■ Directions for this task ■
Report only the number of lines in the entries below that hold the word "Cadman".

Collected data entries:

###

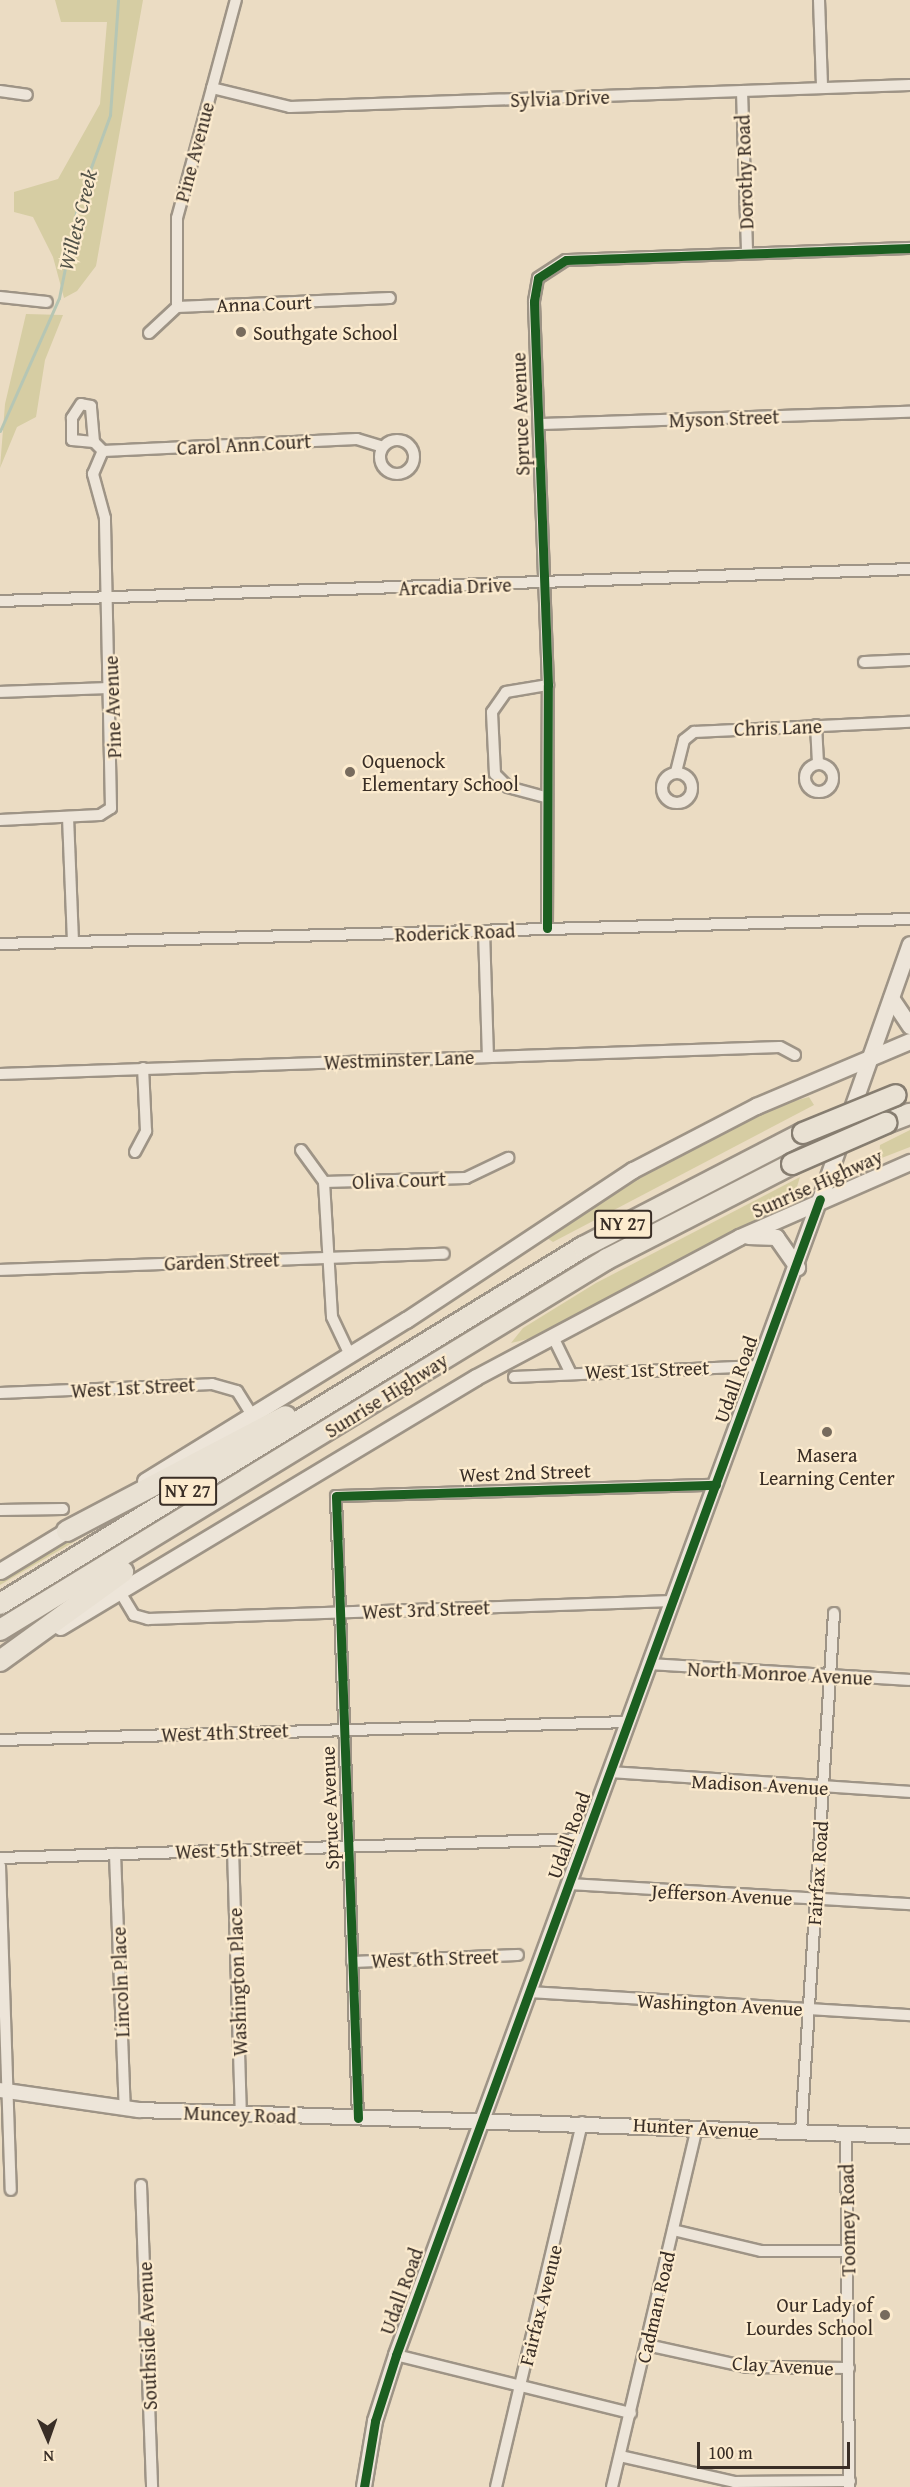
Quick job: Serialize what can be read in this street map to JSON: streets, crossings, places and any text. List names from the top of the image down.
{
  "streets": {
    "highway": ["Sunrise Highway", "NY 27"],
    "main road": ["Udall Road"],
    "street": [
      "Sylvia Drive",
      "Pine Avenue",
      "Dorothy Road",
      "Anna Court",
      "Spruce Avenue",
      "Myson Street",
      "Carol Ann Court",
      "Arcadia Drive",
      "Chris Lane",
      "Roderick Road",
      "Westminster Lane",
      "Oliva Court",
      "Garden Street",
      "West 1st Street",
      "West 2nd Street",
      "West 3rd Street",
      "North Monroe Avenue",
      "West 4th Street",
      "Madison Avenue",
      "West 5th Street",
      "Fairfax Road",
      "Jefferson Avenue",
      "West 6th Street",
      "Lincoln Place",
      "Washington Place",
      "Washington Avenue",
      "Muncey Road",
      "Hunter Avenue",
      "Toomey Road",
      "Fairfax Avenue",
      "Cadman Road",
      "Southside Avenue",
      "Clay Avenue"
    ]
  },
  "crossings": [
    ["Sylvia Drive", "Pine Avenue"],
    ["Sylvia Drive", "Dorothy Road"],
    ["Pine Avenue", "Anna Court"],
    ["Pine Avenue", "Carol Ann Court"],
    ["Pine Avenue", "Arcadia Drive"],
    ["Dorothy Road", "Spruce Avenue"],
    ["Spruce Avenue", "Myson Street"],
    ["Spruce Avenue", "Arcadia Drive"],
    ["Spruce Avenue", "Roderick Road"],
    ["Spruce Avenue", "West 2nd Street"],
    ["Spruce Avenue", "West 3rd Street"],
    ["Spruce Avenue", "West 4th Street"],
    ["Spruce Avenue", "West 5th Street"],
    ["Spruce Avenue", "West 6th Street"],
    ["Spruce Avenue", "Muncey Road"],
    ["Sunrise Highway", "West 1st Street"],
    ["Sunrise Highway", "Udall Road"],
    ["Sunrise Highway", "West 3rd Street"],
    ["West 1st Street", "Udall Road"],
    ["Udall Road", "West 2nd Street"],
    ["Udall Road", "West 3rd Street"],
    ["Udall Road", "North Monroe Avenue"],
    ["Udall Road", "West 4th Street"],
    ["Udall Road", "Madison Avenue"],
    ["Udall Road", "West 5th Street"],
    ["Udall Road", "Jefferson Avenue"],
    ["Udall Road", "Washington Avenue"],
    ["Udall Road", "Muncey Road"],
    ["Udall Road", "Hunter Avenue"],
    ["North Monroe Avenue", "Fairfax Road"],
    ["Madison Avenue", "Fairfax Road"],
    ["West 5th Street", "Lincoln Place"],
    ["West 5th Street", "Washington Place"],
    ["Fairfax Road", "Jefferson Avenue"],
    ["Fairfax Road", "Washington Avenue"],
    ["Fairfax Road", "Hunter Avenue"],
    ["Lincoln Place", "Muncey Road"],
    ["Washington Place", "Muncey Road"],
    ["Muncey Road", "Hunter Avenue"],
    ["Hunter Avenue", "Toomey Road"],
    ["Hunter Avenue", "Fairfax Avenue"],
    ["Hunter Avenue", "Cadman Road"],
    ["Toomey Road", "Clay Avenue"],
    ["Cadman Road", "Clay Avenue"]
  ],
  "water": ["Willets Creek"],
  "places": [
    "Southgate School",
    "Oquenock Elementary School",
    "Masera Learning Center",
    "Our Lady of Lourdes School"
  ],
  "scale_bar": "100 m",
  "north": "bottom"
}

###

■ Task solution ■
3